The most common side effects are drowsiness, tremors, feeding problems (low or excessive appetite), diarrhea, excessive salivation and temporary hair loss.

Occasionally occur hearing loss, headaches, loss of muscle tone / hypotonia, unsteady gait, excessive activity, stupor, edema and confusion.

Rarely develops a chronic disease of the brains with disorders of cognitive performance (encephalopathy). This latter phenomenon is particularly observed in long-term therapy and is often associated with seizures and severe systemic changes in the EEG.

In women, use of valproic acid can lead to polycystic ovary syndrome. Especially at the beginning of the treatment may cause abdominal pain, nausea, vomiting and fatigue may occur.

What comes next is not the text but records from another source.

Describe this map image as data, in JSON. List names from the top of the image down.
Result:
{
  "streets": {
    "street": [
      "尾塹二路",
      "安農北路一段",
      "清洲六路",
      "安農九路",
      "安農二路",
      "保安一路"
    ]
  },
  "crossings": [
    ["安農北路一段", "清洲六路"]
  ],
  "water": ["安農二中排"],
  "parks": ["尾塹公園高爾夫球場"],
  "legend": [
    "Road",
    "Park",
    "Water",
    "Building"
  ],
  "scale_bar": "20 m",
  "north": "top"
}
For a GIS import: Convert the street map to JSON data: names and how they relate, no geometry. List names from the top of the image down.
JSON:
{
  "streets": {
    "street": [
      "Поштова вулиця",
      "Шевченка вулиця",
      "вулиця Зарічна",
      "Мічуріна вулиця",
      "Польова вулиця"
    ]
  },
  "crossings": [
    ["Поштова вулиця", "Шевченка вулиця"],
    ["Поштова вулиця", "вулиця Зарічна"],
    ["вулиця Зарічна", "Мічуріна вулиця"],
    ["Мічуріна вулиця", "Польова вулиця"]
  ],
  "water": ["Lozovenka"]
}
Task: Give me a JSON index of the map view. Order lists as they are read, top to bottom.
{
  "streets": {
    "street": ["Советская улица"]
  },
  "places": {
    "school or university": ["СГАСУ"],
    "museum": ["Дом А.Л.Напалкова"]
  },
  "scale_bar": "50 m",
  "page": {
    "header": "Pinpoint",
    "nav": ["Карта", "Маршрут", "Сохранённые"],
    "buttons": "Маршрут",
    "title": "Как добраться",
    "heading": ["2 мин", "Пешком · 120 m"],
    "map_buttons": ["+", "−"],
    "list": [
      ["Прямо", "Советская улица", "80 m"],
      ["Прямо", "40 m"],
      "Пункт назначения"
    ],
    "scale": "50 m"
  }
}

Often there is a change in the blood picture, for example, a reduction of blood platelets (thrombocytopenia), and enzyme inhibition. Valproic acid may also have an effect on the clot, which may lead to an increased bleeding tendency. In rare cases, there is a renal failure in the form of Fanconi syndrome, liver damage (sometimes fatal), or pancreas (also with a number of fatal / especially in the presence of a metabolic disease and in combination therapy with other medicines).

Valproic acid pregnancy


In women in the child the use of valproic acid during pregnancy are more common malformations, including spina bifida. Also, cognitive disorders and autism are more common in this group. Valproic acid may cause symptoms in animals that closely resemble autism.

In addition to the malformations are also evidence of a dose-dependent cognitive reduction in offspring by use of valproic acid during pregnancy. Children whose mother is treated with valproic acid during pregnancy appear to have lower verbal intelligence quotient than the offspring that are not prenatally exposed to this drug come. Primary school age, problems occur especially in the verbal skills and memory.

However, it must be assumed that a seizure during pregnancy are dangerous for both mother and child. How to behave during a planned or existing pregnancy and whether the medication should be changed can best be determined at a medical consultation. While taking valproic acid during pregnancy may possibly be carried out a specialized prenatal monitoring to identify potential neural tube defects and other symptoms of malformation.

Animal studies are indications that Panax ginseng and spirulina may reduce the teratogenic effects of valproic acid.

In infants valproic acid can be applied only in exceptional cases, for example when other antiepileptic really can not be used.